The Lyonnaise Renaissance began in the middle of the 15th century, with the inauguration of the Lyon fairs by the King of France. This event suddenly places the city at the heart of the great European trade and energizes the episcopal city. Soon, new communities, mostly Italian, come to settle in the city. Lyon became a beacon of the Renaissance, including intense banking and editorial activities.
The musical life of Lyon, at that time, remains difficult to quantify. It seems however more limited than the literary life or the musical activity in Paris or in the main Italian cities.
Many of the musicians who have worked in Lyon have not spent their entire career there, and sometimes only the edition of one or more books of music testifies to their passage.

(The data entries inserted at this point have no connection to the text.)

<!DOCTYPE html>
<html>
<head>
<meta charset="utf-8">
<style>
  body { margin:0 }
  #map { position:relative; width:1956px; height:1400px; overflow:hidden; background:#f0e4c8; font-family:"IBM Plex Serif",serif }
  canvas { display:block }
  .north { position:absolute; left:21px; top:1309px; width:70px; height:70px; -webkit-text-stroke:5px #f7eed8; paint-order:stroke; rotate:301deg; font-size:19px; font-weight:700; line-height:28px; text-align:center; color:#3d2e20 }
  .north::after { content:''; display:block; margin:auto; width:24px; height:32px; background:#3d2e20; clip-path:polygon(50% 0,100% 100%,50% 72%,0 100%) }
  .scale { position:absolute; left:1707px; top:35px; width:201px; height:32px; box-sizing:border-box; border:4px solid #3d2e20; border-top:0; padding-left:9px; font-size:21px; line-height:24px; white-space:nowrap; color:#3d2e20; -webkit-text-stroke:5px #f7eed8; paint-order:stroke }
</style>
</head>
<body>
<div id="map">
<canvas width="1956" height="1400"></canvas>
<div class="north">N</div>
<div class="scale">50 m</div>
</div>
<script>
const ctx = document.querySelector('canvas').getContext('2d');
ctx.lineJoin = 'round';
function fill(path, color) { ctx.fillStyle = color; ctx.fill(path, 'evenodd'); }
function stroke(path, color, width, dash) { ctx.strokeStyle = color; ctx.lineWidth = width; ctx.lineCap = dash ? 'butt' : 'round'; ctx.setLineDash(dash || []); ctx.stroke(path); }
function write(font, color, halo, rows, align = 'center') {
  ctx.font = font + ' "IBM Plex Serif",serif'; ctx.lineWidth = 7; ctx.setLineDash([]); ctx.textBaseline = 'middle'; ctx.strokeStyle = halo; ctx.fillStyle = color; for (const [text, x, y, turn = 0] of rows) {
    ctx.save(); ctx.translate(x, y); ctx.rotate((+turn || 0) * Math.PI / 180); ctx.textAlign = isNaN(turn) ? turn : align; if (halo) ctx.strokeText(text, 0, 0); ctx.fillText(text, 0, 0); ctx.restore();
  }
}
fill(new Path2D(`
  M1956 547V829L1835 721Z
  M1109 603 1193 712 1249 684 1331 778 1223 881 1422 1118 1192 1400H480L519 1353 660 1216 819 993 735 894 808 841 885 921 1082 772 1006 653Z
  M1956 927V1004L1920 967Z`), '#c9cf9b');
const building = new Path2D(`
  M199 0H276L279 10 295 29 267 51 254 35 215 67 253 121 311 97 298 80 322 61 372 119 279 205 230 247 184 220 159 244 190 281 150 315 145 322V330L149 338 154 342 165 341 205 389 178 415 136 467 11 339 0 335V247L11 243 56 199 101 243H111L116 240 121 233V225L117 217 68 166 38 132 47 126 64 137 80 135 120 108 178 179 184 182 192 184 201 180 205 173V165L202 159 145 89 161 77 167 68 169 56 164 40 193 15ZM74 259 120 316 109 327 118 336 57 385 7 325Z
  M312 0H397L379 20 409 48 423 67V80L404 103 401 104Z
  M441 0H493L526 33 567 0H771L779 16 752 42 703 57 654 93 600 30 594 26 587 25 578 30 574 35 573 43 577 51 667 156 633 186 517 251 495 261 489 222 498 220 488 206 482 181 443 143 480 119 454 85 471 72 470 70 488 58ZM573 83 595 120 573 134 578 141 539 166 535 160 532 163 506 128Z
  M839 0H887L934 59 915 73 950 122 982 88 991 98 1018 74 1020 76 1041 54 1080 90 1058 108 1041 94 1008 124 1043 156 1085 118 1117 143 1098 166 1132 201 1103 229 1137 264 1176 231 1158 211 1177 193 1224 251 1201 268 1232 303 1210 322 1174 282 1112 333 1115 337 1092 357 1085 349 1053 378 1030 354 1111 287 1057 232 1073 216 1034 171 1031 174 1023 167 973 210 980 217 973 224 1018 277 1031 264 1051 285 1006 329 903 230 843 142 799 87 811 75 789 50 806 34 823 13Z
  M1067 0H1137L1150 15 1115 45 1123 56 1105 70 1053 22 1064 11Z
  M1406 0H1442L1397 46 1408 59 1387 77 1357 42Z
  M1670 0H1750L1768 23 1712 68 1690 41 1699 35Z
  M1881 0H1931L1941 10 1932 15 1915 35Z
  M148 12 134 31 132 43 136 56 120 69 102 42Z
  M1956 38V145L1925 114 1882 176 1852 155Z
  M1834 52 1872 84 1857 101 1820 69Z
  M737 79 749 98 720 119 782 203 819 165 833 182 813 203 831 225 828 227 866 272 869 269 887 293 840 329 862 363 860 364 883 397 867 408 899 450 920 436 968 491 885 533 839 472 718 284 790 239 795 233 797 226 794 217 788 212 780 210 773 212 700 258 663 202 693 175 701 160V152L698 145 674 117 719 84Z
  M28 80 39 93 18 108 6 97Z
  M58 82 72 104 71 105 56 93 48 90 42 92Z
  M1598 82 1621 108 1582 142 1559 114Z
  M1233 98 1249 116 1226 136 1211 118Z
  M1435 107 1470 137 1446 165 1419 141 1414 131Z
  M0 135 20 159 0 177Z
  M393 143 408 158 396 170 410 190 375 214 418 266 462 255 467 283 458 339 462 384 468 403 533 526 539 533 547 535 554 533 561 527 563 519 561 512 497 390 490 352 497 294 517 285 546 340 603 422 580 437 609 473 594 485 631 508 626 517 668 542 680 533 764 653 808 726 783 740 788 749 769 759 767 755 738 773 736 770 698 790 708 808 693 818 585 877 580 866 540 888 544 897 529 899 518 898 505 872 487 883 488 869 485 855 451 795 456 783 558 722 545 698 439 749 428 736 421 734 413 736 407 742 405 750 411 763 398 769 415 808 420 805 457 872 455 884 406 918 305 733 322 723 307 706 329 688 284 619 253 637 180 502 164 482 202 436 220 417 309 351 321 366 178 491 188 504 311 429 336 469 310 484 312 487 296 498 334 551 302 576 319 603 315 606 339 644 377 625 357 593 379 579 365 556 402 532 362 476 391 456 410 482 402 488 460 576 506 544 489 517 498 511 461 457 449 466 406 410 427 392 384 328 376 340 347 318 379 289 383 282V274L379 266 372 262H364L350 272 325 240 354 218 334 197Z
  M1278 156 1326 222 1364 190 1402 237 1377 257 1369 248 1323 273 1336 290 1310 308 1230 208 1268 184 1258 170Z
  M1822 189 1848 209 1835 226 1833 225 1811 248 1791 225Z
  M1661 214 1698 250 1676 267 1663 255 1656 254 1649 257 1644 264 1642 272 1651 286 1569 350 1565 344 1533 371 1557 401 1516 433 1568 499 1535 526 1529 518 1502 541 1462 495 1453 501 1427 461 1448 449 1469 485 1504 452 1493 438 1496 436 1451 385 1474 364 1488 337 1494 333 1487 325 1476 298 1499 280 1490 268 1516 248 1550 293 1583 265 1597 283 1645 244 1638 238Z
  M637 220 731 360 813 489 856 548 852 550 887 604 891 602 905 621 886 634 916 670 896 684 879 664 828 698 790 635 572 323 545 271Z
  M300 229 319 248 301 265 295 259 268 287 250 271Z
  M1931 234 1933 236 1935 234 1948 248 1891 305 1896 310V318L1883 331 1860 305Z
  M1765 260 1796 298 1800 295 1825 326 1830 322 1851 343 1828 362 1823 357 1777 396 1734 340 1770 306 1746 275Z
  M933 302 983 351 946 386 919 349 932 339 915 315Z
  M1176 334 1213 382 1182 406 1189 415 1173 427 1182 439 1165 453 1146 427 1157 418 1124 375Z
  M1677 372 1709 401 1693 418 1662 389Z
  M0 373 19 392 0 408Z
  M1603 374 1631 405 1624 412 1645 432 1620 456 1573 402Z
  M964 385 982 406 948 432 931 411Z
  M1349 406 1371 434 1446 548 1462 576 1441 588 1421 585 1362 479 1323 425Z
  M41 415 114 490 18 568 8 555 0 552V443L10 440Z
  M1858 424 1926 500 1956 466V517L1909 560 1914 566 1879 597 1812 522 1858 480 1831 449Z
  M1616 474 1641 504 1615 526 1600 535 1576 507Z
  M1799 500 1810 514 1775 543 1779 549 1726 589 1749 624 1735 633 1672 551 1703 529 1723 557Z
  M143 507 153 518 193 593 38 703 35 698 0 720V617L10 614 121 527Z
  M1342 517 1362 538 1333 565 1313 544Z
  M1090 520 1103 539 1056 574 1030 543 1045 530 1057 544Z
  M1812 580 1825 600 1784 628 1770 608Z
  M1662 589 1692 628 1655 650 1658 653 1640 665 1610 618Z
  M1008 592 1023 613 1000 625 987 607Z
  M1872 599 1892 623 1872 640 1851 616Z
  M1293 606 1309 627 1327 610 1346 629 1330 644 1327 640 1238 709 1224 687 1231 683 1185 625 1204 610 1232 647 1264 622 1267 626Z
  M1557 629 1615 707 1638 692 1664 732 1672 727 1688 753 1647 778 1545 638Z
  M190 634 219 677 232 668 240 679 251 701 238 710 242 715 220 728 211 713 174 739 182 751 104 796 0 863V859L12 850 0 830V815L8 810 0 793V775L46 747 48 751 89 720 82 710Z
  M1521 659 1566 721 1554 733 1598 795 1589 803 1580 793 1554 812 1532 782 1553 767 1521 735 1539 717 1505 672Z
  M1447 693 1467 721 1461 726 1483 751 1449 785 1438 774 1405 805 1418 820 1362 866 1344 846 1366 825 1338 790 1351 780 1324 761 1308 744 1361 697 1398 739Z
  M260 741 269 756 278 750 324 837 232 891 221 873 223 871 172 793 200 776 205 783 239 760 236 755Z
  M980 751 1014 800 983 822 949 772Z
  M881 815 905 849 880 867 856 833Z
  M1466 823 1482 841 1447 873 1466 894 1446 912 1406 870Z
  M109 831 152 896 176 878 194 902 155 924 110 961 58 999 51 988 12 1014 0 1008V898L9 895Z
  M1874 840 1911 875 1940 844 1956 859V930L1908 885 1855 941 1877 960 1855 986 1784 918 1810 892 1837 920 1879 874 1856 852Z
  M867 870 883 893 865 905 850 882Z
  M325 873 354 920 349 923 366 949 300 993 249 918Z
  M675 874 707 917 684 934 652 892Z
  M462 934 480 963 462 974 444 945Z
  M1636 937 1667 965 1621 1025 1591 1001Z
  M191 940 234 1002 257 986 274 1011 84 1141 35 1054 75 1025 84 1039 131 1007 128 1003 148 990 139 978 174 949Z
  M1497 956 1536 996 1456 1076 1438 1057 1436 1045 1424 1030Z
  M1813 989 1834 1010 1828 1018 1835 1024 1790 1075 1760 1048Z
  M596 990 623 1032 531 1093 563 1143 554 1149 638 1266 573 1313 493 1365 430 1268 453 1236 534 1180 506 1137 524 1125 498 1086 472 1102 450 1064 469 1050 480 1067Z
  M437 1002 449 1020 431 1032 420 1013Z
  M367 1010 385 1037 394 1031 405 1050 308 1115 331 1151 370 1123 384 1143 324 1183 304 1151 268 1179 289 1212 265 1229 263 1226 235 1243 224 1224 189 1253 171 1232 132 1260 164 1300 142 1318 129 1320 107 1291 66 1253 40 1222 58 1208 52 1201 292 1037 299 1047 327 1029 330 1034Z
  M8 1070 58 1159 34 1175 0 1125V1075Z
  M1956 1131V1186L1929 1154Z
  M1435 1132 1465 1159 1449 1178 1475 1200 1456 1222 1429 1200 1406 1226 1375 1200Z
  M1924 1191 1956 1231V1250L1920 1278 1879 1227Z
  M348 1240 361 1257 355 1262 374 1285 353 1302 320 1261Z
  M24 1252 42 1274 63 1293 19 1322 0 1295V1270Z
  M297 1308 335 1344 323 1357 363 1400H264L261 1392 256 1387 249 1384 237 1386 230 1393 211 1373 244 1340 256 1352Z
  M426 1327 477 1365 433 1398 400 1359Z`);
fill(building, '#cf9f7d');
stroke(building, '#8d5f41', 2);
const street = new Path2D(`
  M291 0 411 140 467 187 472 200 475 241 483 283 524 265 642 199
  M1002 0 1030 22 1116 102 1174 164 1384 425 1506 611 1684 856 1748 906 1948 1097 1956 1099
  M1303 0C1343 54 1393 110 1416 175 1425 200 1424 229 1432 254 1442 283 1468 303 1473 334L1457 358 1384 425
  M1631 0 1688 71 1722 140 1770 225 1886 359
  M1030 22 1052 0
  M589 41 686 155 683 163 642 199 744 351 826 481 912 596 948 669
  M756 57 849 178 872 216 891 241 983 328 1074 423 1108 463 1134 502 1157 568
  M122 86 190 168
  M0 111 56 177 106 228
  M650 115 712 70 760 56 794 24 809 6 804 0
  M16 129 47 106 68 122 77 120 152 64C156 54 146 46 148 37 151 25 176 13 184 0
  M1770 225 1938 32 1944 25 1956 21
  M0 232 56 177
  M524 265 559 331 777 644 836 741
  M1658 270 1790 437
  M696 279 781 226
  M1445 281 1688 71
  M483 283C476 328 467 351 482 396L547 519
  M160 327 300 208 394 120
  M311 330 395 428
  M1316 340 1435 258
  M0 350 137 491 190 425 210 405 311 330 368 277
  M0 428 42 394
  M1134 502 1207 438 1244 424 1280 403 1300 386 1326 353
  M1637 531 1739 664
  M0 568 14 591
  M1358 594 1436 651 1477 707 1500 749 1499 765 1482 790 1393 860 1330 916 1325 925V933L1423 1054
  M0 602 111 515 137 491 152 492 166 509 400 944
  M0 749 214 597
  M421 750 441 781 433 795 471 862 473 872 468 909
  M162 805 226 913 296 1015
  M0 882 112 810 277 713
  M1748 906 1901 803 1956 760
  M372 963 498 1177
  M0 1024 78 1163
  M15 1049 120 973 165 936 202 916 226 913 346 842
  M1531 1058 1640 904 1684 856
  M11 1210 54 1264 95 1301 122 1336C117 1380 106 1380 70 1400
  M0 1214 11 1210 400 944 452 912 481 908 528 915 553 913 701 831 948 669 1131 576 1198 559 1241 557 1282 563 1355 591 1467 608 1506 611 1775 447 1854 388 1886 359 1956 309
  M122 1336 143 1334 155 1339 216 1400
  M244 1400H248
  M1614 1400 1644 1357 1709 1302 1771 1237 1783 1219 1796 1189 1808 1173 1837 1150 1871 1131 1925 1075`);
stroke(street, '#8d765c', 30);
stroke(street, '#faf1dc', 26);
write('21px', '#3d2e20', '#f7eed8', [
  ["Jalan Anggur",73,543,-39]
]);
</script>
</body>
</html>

In particular, there seems to have been no significant musical activity in the churches of Lyon, except in the Florentine communities.
The canons of the primacy of St. John refuse any change in their way of conducting the services, making sure to remain plainchant. It is the same for the chapels submitted to their authority, in the rest on does not identify any master of chapel.
Only in the Notre-Dame de Confort church, parish of the Florentine community of Lyon, is there a real musical activity, due to the Florentine organist Francesco Layolle, very involved in music publishing alongside of the printer-librarian Jacques Moderne.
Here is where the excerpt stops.